Fabrik Codek
WarnAudited by ClawScan on May 10, 2026.
Overview
This skill is coherent for a local personal knowledge system, but it asks to persistently capture and reuse broad work/session data and can expose an MCP server over the network without enough scoping or access-control guidance.
Treat this as a powerful local memory system, not a simple Q&A helper. Before installing, verify the `fabrik` binary, decide exactly which projects and transcripts it may index, exclude secrets and confidential material, confirm how to delete stored data, and avoid enabling the SSE network transport unless you have strong local binding and access controls.
Findings (4)
Artifact-based informational review of SKILL.md, metadata, install specs, static scan signals, and capability signals. ClawScan does not execute the skill or run runtime probes.
Private code, transcripts, decisions, and work habits may be stored and reused in future answers or prompts, including sensitive or outdated information.
The skill is designed to collect broad private work and session data for later retrieval and profiling; the artifact does not define clear collection boundaries, exclusions, retention, or review controls.
Fabrik-Codek captures code changes, session transcripts, decisions, and learnings in a local datalake
Use only in a trusted workspace, restrict what it can index, exclude secrets and confidential projects, and confirm how to inspect, delete, or reset the stored datalake, graph, embeddings, profiles, and outcomes.
Mistaken, malicious, or sensitive content from one session could influence future responses or be surfaced unexpectedly.
The skill persistently learns from interactions and automatically changes retrieval behavior, but the artifact does not describe safeguards against bad, sensitive, or poisoned session content affecting later tasks.

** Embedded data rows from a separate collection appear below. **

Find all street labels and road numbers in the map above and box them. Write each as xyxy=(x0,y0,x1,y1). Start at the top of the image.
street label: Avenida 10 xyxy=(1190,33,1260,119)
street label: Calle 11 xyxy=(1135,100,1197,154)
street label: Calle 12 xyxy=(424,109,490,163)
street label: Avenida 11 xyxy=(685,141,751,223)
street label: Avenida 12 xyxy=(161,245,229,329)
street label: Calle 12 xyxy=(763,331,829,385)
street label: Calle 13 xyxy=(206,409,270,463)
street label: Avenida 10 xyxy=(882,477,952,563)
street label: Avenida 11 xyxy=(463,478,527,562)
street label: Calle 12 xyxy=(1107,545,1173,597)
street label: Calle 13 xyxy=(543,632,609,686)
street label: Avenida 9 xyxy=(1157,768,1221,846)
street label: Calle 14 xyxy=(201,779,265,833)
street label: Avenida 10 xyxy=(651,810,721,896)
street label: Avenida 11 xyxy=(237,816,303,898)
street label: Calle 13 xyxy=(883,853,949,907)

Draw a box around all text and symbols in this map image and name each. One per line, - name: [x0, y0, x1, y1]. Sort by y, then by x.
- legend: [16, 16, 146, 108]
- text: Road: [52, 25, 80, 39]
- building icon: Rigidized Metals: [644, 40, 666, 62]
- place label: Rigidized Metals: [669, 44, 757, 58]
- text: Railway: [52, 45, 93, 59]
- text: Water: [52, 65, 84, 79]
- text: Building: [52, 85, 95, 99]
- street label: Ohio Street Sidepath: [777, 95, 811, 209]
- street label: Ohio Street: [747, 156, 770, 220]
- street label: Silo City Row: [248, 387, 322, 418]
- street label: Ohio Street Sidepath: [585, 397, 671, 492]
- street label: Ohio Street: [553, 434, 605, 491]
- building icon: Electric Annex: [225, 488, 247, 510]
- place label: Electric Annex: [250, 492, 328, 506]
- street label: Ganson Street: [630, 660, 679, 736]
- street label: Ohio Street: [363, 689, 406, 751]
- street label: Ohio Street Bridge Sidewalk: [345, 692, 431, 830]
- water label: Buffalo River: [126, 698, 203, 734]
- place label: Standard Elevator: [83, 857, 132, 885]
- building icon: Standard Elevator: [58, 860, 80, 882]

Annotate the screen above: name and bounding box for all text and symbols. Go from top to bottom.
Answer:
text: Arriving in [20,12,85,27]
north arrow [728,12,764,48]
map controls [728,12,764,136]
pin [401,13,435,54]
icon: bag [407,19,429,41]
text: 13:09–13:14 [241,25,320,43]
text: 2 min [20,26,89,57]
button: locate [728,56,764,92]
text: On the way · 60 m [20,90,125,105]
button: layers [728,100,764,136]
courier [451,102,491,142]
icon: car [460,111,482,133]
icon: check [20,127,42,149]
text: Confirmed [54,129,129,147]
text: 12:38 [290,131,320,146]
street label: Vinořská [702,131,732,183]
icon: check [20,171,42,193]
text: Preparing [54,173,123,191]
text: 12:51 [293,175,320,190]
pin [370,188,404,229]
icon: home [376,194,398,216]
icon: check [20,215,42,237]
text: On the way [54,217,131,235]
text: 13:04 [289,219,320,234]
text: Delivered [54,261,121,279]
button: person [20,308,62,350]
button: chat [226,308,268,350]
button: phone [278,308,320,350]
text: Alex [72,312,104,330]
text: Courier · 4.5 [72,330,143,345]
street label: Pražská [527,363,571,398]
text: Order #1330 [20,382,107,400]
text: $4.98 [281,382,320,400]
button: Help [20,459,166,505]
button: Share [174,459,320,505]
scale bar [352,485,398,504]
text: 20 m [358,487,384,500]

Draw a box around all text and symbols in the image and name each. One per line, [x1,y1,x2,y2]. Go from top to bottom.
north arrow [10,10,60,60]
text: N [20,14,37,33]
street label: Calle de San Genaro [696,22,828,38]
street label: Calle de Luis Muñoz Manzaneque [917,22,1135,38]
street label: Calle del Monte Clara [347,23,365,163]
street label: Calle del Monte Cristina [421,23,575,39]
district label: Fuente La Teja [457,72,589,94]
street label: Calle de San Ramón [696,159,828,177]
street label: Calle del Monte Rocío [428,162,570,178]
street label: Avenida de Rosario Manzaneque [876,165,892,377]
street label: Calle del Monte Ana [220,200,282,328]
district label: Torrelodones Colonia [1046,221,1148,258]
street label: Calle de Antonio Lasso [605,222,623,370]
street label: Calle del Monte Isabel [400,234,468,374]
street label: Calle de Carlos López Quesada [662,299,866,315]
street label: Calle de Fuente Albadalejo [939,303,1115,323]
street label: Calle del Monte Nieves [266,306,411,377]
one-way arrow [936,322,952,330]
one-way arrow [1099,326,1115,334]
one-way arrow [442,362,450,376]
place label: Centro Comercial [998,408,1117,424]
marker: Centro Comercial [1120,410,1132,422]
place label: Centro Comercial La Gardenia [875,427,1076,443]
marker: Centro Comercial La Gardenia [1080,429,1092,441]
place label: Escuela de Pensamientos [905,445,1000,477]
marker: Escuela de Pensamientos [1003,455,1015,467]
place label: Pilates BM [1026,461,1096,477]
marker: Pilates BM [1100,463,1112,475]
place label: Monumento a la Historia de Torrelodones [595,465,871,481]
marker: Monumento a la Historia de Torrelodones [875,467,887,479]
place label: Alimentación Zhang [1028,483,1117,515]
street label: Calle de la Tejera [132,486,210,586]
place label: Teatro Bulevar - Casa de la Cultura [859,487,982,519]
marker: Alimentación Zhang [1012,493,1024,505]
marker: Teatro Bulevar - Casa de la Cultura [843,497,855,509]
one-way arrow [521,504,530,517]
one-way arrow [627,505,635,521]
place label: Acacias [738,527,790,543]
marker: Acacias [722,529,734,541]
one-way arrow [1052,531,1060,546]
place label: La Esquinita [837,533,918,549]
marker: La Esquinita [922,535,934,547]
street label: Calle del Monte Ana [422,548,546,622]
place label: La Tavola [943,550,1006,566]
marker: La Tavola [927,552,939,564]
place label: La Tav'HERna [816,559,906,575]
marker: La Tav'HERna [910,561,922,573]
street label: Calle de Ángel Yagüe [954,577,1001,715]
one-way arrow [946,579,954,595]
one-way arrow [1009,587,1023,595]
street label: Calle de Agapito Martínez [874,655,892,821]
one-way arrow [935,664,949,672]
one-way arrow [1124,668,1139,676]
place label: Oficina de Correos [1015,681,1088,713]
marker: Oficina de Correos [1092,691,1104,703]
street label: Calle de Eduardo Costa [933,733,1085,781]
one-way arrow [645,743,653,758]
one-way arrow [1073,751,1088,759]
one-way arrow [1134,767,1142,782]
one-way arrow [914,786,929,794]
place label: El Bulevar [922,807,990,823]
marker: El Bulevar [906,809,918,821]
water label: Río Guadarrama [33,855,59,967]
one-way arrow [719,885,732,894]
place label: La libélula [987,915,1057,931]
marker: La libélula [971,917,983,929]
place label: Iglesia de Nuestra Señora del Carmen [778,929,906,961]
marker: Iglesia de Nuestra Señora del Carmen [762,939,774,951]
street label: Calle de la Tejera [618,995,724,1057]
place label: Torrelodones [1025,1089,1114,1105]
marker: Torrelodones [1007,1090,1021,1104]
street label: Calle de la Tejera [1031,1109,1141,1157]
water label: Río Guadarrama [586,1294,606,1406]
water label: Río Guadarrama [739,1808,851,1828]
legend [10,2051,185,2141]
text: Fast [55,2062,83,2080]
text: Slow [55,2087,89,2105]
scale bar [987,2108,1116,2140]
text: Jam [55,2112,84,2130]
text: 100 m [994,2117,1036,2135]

Every interaction feeds back into the system... Outcome tracking... Self-correction — Adjusts retrieval parameters
Review and control what interaction history is saved, keep sensitive sessions out of the knowledge base, and require a way to audit and purge learned data.
If exposed beyond the local machine, other clients could potentially query or interact with the personal knowledge system.
The artifact documents an MCP SSE network transport, but does not describe authentication, binding to localhost, firewalling, client identity, or permission boundaries for access to its personal knowledge tools.
"args": ["mcp", "--transport", "sse", "--port", "8421"]
Prefer local stdio transport unless network access is required; if using SSE, bind to localhost, firewall the port, and confirm authentication and access controls before enabling it.
The safety of the skill depends on the `fabrik` binary you install, not just this SKILL.md file.
The skill depends on an external executable that is not included in the reviewed artifacts, so the scanner cannot verify the implementation behind the documented MCP server and indexing commands.
No install spec — this is an instruction-only skill; Required binaries: fabrik; No code files present
Install `fabrik` only from the verified project source, check the version and release integrity, and review its documentation before allowing it to index private data.